凌霄感受到了他的好意,其他女性留學生們矜持朝著凌霄笑笑,但沒有想要打什么交道,之前上船時就發現對方雖然住的是二等艙,但行李并不多,說明家里的錢財不夠多。
此后在船上凌霄一直龜縮在自己的船艙里,更加讓她們不喜和她打什么交道,一個根本不會和外人打交道的書呆子,根本沒有多少必要和她多聯系,能夠外出留學的女性誰在家里不是小公主常常被人捧著,自然不可能去找尋不露面的凌霄。
在下船需要聚集這種情況下,她們看到依舊十分陌生的凌霄,真的沒有想要和凌霄有什么進一步的想法,這么長時間都沒有熟悉起來,現在更加不熟悉。
尤其是有女性在船上和某個男性接觸多了,心里有了幾分喜歡,正想著怎么找機會更進一步,怎么可能讓一個看上去靦腆乖巧的女子加進來。
在找尋配偶時往往具有排他性,發現男人對凌霄客氣,就一下子腦補了一番,覺得對方有可能是自己的對手,第一想法是煩人。

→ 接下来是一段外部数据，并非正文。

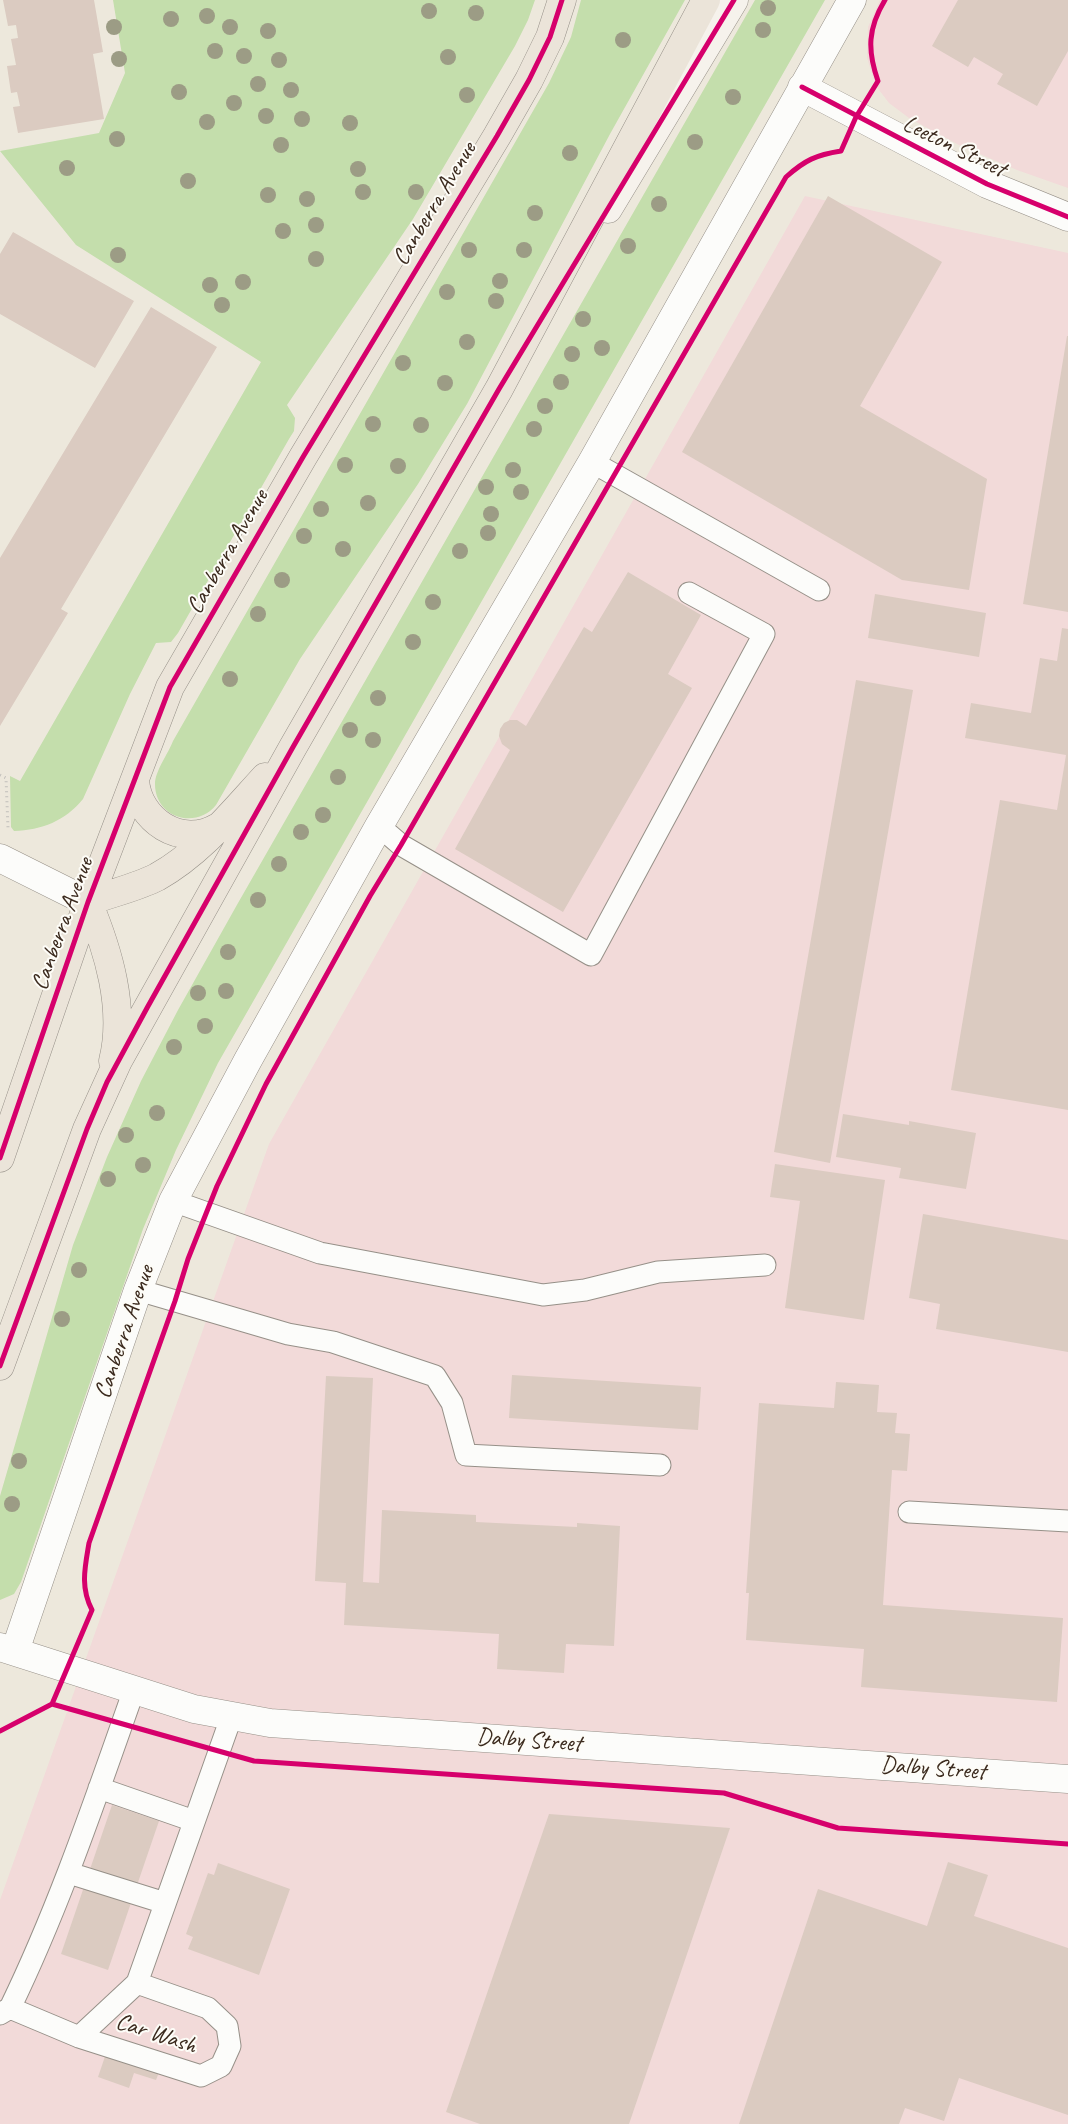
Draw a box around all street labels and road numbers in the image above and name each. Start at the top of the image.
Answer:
street label: Leeton Street [898,110,1010,184]
street label: Canberra Avenue [387,137,483,271]
street label: Canberra Avenue [181,485,275,619]
street label: Canberra Avenue [26,854,100,994]
street label: Canberra Avenue [89,1262,161,1402]
street label: Dalby Street [476,1723,582,1759]
street label: Dalby Street [880,1751,986,1787]
street label: Car Wash [112,2007,200,2061]

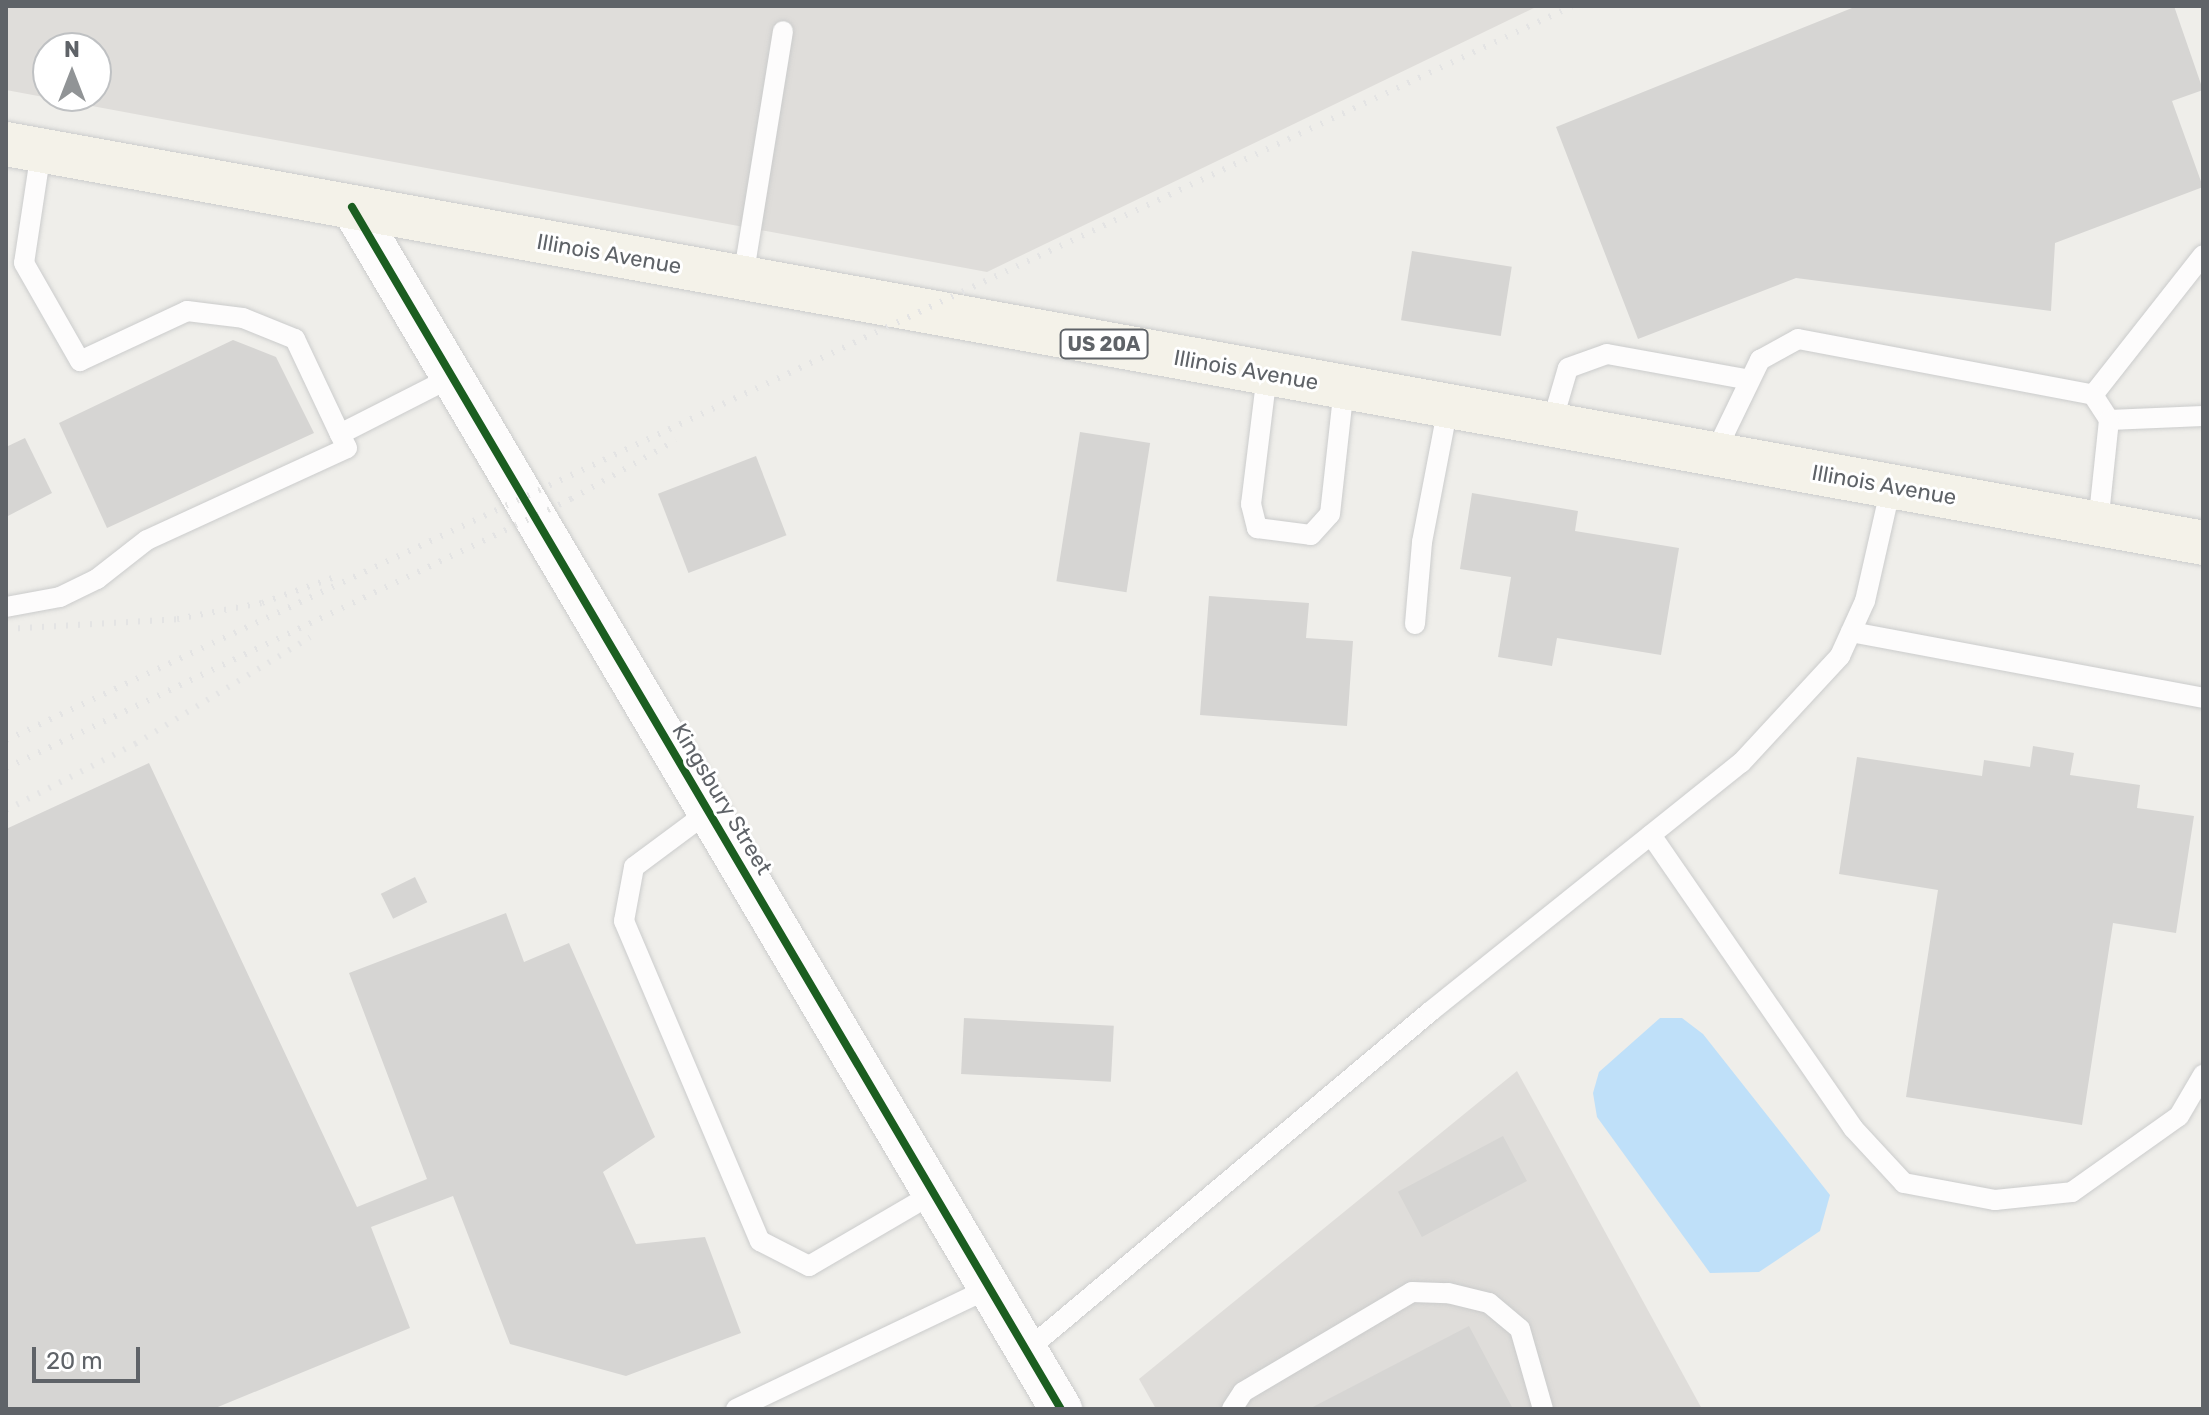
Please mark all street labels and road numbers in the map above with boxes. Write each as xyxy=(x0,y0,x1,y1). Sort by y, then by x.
street label: Illinois Avenue xyxy=(534,228,684,280)
road number: US 20A xyxy=(1058,328,1150,360)
street label: Illinois Avenue xyxy=(1171,344,1321,396)
street label: Illinois Avenue xyxy=(1809,459,1959,511)
street label: Kingsbury Street xyxy=(666,718,778,880)

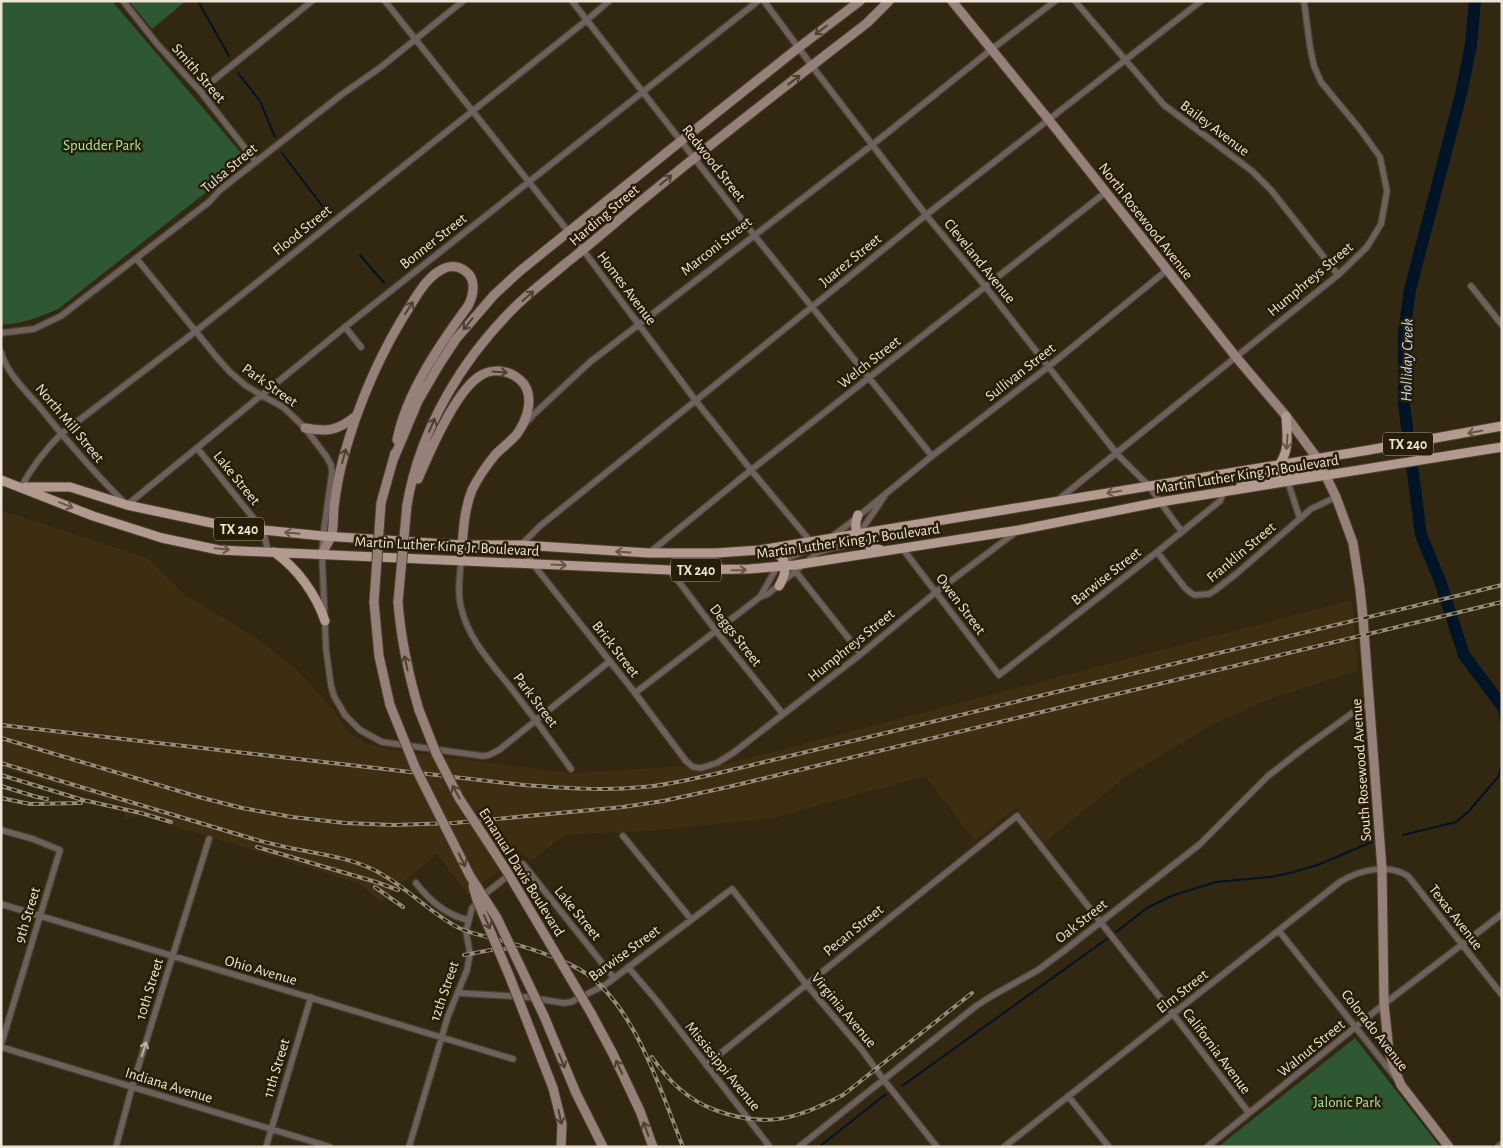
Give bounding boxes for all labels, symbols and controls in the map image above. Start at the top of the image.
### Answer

恨不得找個機會把人趕走,可在異國他鄉多是外國人的情況下,不可能把人趕走,但也不可能對凌霄太友善,不過是面子上的事。
而凌霄不知道自己的到來讓有人一下子想多了,但不妨礙她能夠感覺出來個別女性透出來的警惕與排斥,仿佛怕自己搶走了什么
也不知道是怎么一回事但很快就發現對方的眼神,也就一下子明白過來,原來淑女想要找個良人,把自己當成了假想敵。
真的有些無聊,她淡淡地一笑后裝作十分靦腆的樣子,抿了一下嘴唇,拿好行李站在那里,仿佛什么事情都沒有發現,靜靜旁觀著。
看到其他人和碼頭上的勞工打交道,即使不怎么熟練,也沒有打算出聲,此刻能夠冒頭和勞工談判的人,往往是小團體中的領頭羊。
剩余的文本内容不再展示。